使用Tensorrt的python api 部署支持动态batch的yolov5s

系统环境:

ubuntu 1804

cuda11.3

tensorrt 8.2.06

显卡2080

pytorch 1.10.0

onnx 1.10.2

onnx-simplifier 0.3.6

步骤１：导出onnx 模型(参考https://github.com/shouxieai/tensorRT_Pro)

1.1 下载yolov5项目并修改相关代码，目的是减少导出onnx的复杂度，只保留一个输出便于后处理

# 下载并进入yolov5项目
git clone git@github.com:ultralytics/yolov5.git
cd yolov5/models
gedit yolo.py

#更改yolov5/models/yolo.py Detect.forward函数 

# yolov5/models/yolo.py 
# bs, _, ny, nx = x[i].shape  # x(bs,255,20,20) to x(bs,3,20,20,85)
# x[i] = x[i].view(bs, self.na, self.no, ny, nx).permute(0, 1, 3, 4, 2).contiguous()
# 修改为:
bs, _, ny, nx = x[i].shape  # x(bs,255,20,20) to x(bs,3,20,20,85)
bs = -1
ny = int(ny)
nx = int(nx)
x[i] = x[i].view(bs, self.na, self.no, ny, nx).permute(0, 1, 3, 4, 2).contiguous()

# yolov5/models/yolo.py
#  z.append(y.view(bs, -1, self.no))
# 修改为：
z.append(y.view(bs, self.na * ny * nx, self.no))

############# 对于 yolov5-6.0 #####################
# yolov5/models/yolo.py Detect.forward函数
# if self.grid[i].shape[2:4] != x[i].shape[2:4] or self.onnx_dynamic:
#    self.grid[i], self.anchor_grid[i] = self._make_grid(nx, ny, i)
# 修改为:
if self.grid[i].shape[2:4] != x[i].shape[2:4] or self.onnx_dynamic:
    self.grid[i], self.anchor_grid[i] = self._make_grid(nx, ny, i)

    # disconnect for pytorch trace
    anchor_grid = (self.anchors[i].clone() * self.stride[i]).view(1, -1, 1, 1, 2)
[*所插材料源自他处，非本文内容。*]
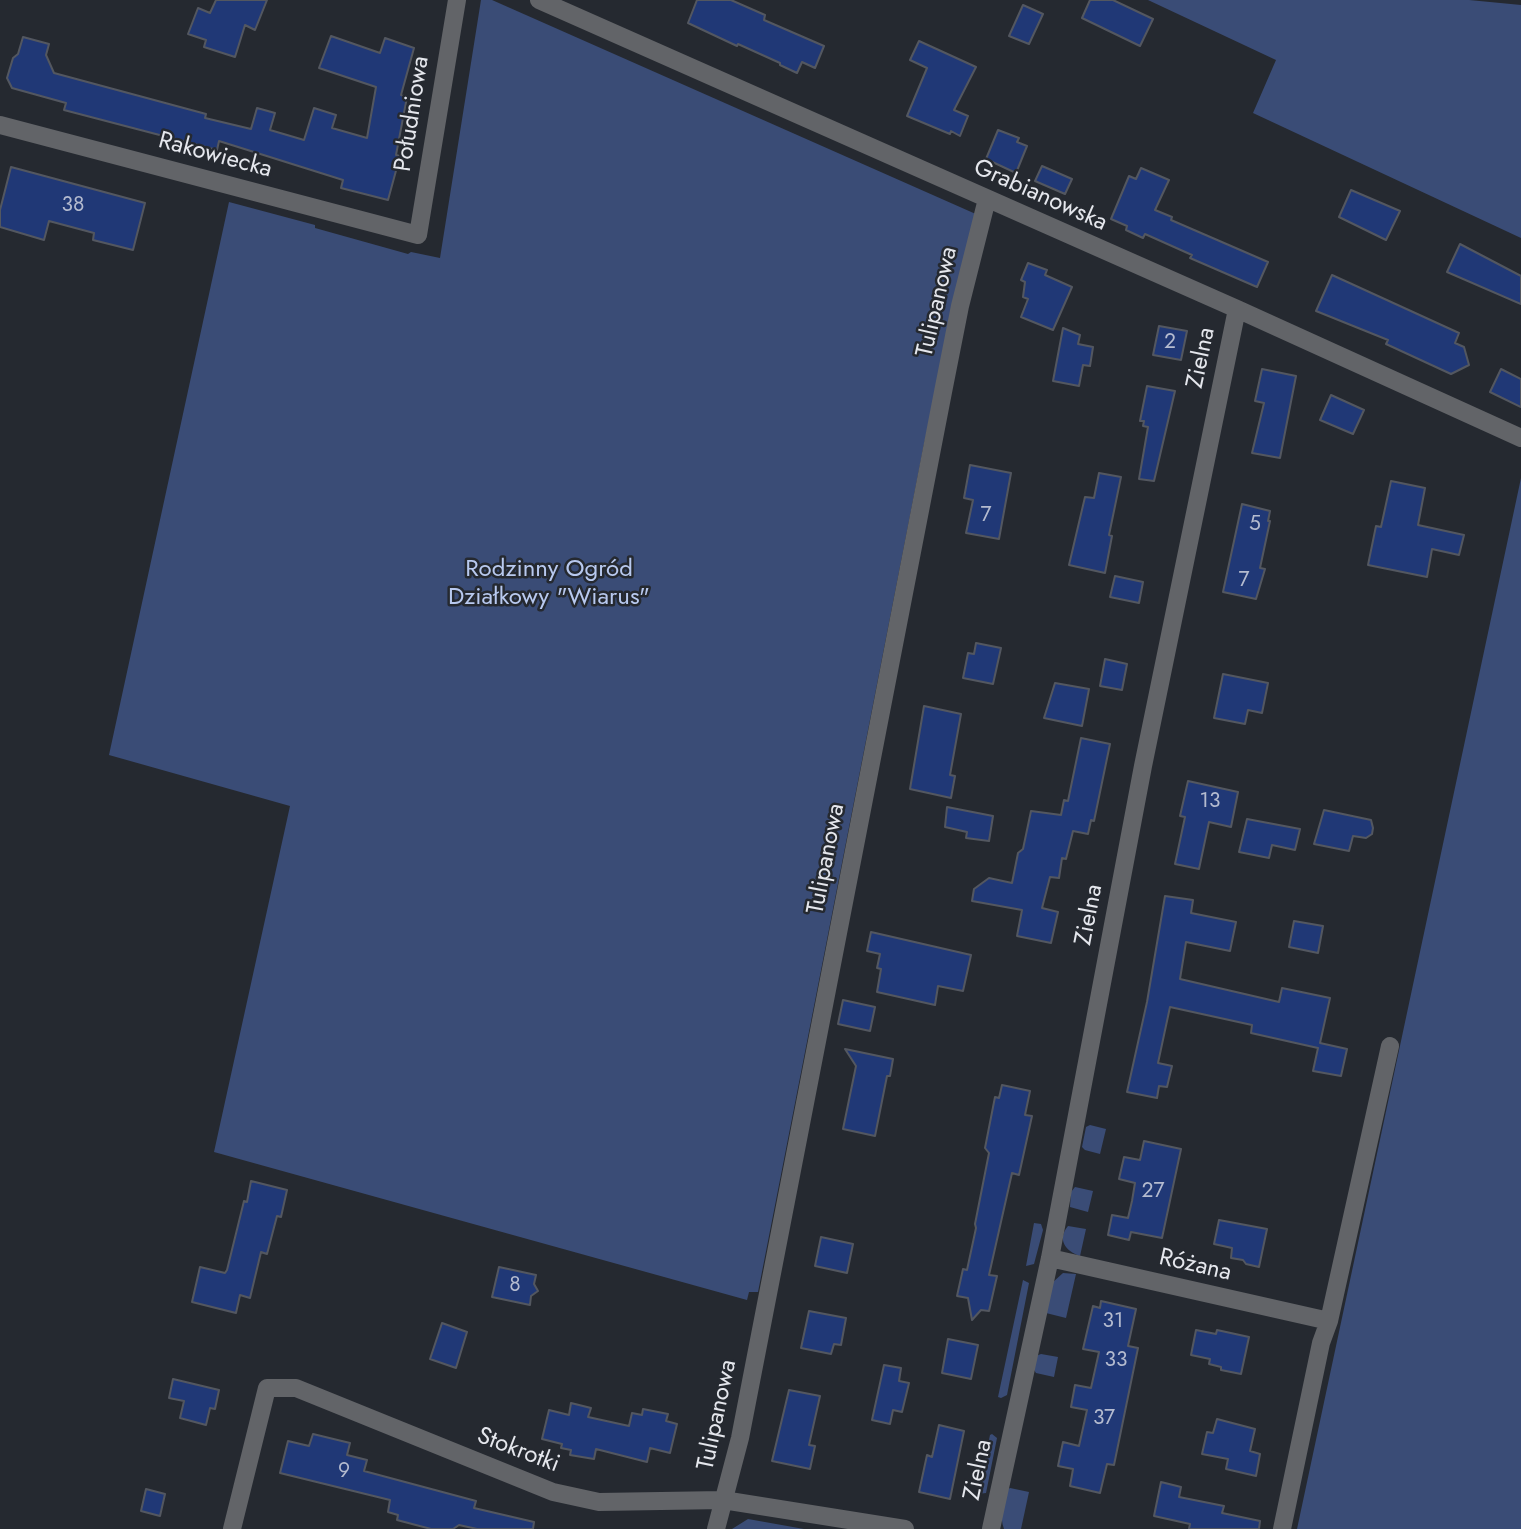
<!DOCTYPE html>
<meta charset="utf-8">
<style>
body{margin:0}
canvas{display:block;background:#252930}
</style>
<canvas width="1521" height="1529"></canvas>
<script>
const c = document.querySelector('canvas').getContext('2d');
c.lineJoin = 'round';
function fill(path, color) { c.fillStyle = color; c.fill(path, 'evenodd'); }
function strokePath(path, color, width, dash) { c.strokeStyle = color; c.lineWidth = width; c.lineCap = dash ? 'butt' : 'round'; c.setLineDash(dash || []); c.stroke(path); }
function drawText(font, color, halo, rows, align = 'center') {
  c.font = font + ' Jost,sans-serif'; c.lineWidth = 5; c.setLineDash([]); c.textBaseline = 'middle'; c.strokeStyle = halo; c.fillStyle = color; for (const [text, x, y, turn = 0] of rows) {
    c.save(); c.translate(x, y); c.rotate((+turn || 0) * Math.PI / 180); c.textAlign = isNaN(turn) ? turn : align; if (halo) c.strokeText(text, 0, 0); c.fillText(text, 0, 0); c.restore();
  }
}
const green = new Path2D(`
 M481 0H492L978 215 924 444 758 1292H749L747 1300 214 1152 290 806 109 755 229 202 315 225V228L408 254 411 252 440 258Z
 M1148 0H1469L1521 5V238L1253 113 1276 60Z
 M1521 478V1529H1297Z
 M1090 1125 1106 1129 1100 1154 1085 1150 1082 1147 1086 1127Z
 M1075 1187 1093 1191 1088 1212 1070 1207 1071 1192Z
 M1034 1223 1041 1224 1043 1230 1034 1264 1026 1266Z
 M1068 1226 1086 1229 1080 1256C1065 1251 1057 1239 1068 1226Z
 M1063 1273 1076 1274 1066 1318 1046 1313 1052 1283Z
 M1023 1280 1029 1283 1007 1395 1001 1398 998 1397Z
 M1041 1354 1058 1357 1054 1377 1036 1373 1033 1368 1036 1356Z
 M992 1434 997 1438 986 1493 978 1494 990 1435Z
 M1010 1488 1029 1492 1021 1529H1004C999 1515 1004 1504 1007 1490Z
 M748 1519 804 1529H732Z`);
const building = new Path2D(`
 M216 0H267L255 30 245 25 235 57 204 47 206 40 188 34 198 8 210 13Z
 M697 0H731L765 15 764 20 824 46 815 68 802 62 797 73 780 65V63L738 44 737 46 688 23Z
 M1090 0H1113L1153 19 1140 46 1082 18Z
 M1023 5 1043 14 1029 44 1009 36Z
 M331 36 380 53 385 38 414 48 401 95 407 97 396 155 400 156 388 200 341 188 343 180 219 141 217 150 64 110 66 103 12 88 7 78 13 58 18 54 23 37 49 44 46 55 54 73 206 114 205 118 251 129 257 108 275 113 270 130 304 140 314 108 336 115 332 128 367 138 376 87 319 68Z
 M919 41 976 67 954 110 968 116 960 136 951 131 950 134 907 116 927 68 910 60Z
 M998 130 1019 138 1017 142 1027 146 1016 173 986 159Z
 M1042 166 1072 179 1065 194 1035 181Z
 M11 167 145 203 133 250 93 240 94 233 49 221 44 240 0 227V210Z
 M1141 168 1169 180 1155 210 1172 217 1171 220 1268 262 1257 287 1190 258 1192 255 1145 234 1143 238 1126 230 1127 226 1111 219 1129 176 1136 179Z
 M1351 190 1400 211 1386 240 1339 217Z
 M1460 244 1521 276V304L1447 272Z
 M1028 263 1047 270 1045 275 1072 287 1053 330 1021 317 1028 299 1023 297 1025 282 1021 280Z
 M1332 275 1459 333 1455 343 1464 347 1469 365 1451 374 1386 344 1388 340 1316 311Z
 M1159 326 1187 331 1181 360 1153 355Z
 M1063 328 1080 335 1078 344 1093 347 1090 366 1083 365 1079 386 1053 381Z
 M1262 369 1296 376 1280 458 1252 453 1264 403 1255 401Z
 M1501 369 1521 379V407L1490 392Z
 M1147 386 1175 391 1154 481 1139 479 1148 427 1143 426 1144 421H1140Z
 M1331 395 1364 410 1353 434 1320 420Z
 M970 465 1011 473 999 539 966 533 973 500 964 498Z
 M1099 473 1121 477 1109 535 1112 536 1105 573 1069 565 1085 497 1094 498Z
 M1391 481 1425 488 1418 525 1464 535 1459 555 1432 549 1427 577 1368 565 1376 526 1381 527Z
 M1242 504 1270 511 1268 521H1270L1260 568 1265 569 1256 599 1223 592Z
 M1115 576 1143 582 1139 603 1110 597Z
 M976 643 1001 648 993 684 963 678 968 653 974 654Z
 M1105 659 1127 664 1122 690 1100 686Z
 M1223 674 1268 683 1262 713 1248 710 1245 724 1214 718Z
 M1055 683 1089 689 1082 726 1044 718Z
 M924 706 961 714 950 775 955 776 951 798 910 789Z
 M1081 738 1110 744 1094 821 1091 820 1088 834 1073 831 1066 859 1062 858 1059 878 1050 877 1042 908 1058 912 1051 943 1017 936 1022 910 972 901 974 889 989 878 1012 883 1018 853 1023 849 1031 811 1061 815 1064 800 1068 801Z
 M1188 781 1238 792 1231 827 1209 822 1199 869 1175 864 1185 817 1180 816Z
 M947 807 993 816 989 841 966 838 967 832 945 827Z
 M1324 810 1371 820 1373 828 1372 834 1366 838 1353 836 1349 851 1314 844Z
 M1247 819 1300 829 1295 850 1272 845 1269 858 1239 852Z
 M1165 896 1193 900 1191 913 1236 922 1230 951 1186 942 1180 979 1279 1002 1282 988 1330 998 1320 1043 1347 1049 1341 1076 1313 1071 1318 1048 1251 1033 1252 1025 1170 1007 1158 1063 1172 1066 1167 1087 1159 1086 1157 1098 1127 1092 1147 1002Z
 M1294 921 1323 926 1318 953 1289 947Z
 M871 932 971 955 963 991 938 986 935 1005 877 992 881 969 877 968 880 954 867 951Z
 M843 1000 875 1007 870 1031 838 1024Z
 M845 1049 893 1059 890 1076H887L875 1136 843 1129 856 1066Z
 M1002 1085 1030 1091 1025 1115 1032 1116 1019 1175 1012 1173 989 1275 997 1276 989 1311 981 1310 972 1320 968 1298 957 1296 963 1269 967 1270 976 1228 975 1224 989 1153 985 1148 995 1097 999 1098Z
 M1144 1141 1181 1149 1162 1238 1131 1232 1129 1240 1108 1235 1112 1215 1128 1218 1132 1201 1135 1183 1119 1179 1124 1157 1140 1160Z
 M251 1181 287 1190 281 1217 277 1216 267 1254 261 1252 250 1298 240 1295 236 1313 192 1302 200 1267 225 1273 227 1270 244 1201 247 1202Z
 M1219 1220 1267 1229 1259 1267 1246 1264 1243 1260 1231 1258 1232 1248 1214 1244Z
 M821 1237 853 1244 847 1273 815 1266Z
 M499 1267 536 1275 534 1284 538 1291 531 1296 530 1305 492 1297Z
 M1101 1301 1136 1309 1128 1346 1138 1348 1114 1465 1107 1464 1100 1493 1070 1486 1073 1469 1058 1466 1063 1442 1079 1446 1087 1410 1071 1407 1075 1385 1091 1388 1099 1352 1083 1349 1093 1306 1100 1308Z
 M809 1311 846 1318 841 1345 834 1344 831 1354 801 1348Z
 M442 1323 467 1332 456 1368 430 1359Z
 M1196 1330 1216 1334 1217 1330 1249 1337 1241 1374 1221 1370V1367L1209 1364 1210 1359 1191 1355Z
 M948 1339 978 1345 971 1379 942 1373Z
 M884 1365 901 1368 899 1381 909 1383 902 1412 893 1410 890 1424 872 1420Z
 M173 1379 219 1390 215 1409 210 1408 206 1425 180 1418 184 1401 169 1398Z
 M789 1390 820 1396 809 1445 815 1446 810 1469 772 1461Z
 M571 1403 591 1408 588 1417 629 1426 632 1413 642 1415 643 1409 668 1414 666 1421 677 1424 670 1453 650 1448 647 1462 596 1449 594 1459 570 1455 571 1450 561 1448 562 1444 542 1439 549 1410 569 1415Z
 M1217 1419 1255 1429 1250 1451 1260 1454 1256 1476 1226 1469 1228 1459 1202 1454 1207 1432 1213 1433Z
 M939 1425 964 1431 950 1499 919 1492 927 1455 932 1457Z
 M313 1434 350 1443 347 1455 367 1460 364 1471 476 1501 474 1508 534 1522 533 1529H477L459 1525 453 1529H431L397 1520 398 1515 388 1512 390 1500 280 1473 288 1441 309 1446Z
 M1161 1482 1181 1487 1179 1497 1224 1506 1222 1513 1260 1521 1259 1529H1189L1190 1524 1154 1516Z
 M146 1489 165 1494 160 1516 141 1511Z`);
const minor = new Path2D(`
 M539 0 1237 309 1521 438
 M0 125 418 235 457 0
 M1050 1258 1329 1321
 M232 1529 267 1388H296L553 1492 599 1502 723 1500 905 1529
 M716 1529 740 1438 943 392 960 306 987 199
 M991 1529 1050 1258 1143 766 1237 309
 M1282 1529 1321 1343 1329 1321 1390 1046`);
const numberNames = [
 ["38",73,206],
 ["2",1170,343],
 ["7",986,516],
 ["5",1255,525],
 ["7",1244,581],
 ["13",1210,802],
 ["27",1153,1192],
 ["8",515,1286],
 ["31",1113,1322],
 ["33",1116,1361],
 ["37",1104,1419],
 ["9",344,1472]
];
const streetNames = [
 ["Południowa",413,114,-81],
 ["Rakowiecka",215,156,15],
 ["Grabianowska",1040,196,24],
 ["Tulipanowa",938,302,-77],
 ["Zielna",1202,358,-78],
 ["Tulipanowa",827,859,-79],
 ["Zielna",1090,915,-79],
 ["Różana",1195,1266,13],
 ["Tulipanowa",718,1415,-78],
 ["Stokrotki",518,1451,21],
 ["Zielna",979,1470,-78]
];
const parkNames = [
 ["Rodzinny Ogród",549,570],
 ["Działkowy \"Wiarus\"",549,598]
];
fill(green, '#3a4c76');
fill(building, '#203876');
strokePath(building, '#535760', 2);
strokePath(minor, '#626468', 18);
drawText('21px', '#b4bbcf', null, numberNames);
drawText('24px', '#e5e7ed', '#252930', streetNames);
drawText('24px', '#b8c9ef', '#252930', parkNames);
</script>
# y[..., 2:4] = (y[..., 2:4] * 2) ** 2 * self.anchor_grid[i]  # wh
# 修改为:
y[..., 2:4] = (y[..., 2:4] * 2) ** 2 * anchor_grid  # wh


# wh = (y[..., 2:4] * 2) ** 2 * self.anchor_grid[i]  # wh
# 修改为:
wh = (y[..., 2:4] * 2) ** 2 * anchor_grid  # wh

#return x if self.training else (torch.cat(z, 1), x)
#修改为
return torch.cat(z, 1)

1.2 模型导出

修改yolov5/export.py,目的是只保留onnx模型动态batch

############# 对于 yolov5-6.0 #####################

# yolov5/export.py　export_onnx函数
# torch.onnx.export(model, im, f, verbose=False, opset_version=opset,
#                   training=torch.onnx.TrainingMode.TRAINING if train else torch.onnx.TrainingMode.EVAL,
#                   do_constant_folding=not train,
#                   input_names=['images'],
#                   output_names=['output'],
#                   dynamic_axes={'images': {0: 'batch', 2: 'height', 3: 'width'},  # shape(1,3,640,640)
#                                 'output': {0: 'batch', 1: 'anchors'}  # shape(1,25200,85)
#                                 } if dynamic else None)
# 修改为

        torch.onnx.export(model, im, f, verbose=False, opset_version=opset,
                          training=torch.onnx.TrainingMode.TRAINING if train else torch.onnx.TrainingMode.EVAL,
                          do_constant_folding=not train,
                          input_names=['images'],
                          output_names=['output'],
                          dynamic_axes={'images': {0: 'batch'},  # shape(1,3,640,640)
                                        'output': {0: 'batch'}  # shape(1,25200,85)
                                        } if dynamic else None)

cd yolov5
python export.py --weights=yolov5s.pt --dynamic --include=onnx --opset=11 --simplify

然后就生成了yolov5.onnx文件，用https://netron.app/ 打开可以看到模型结构，可以发现模型现在只有１个输出，维度是［Batch_size,25200,85]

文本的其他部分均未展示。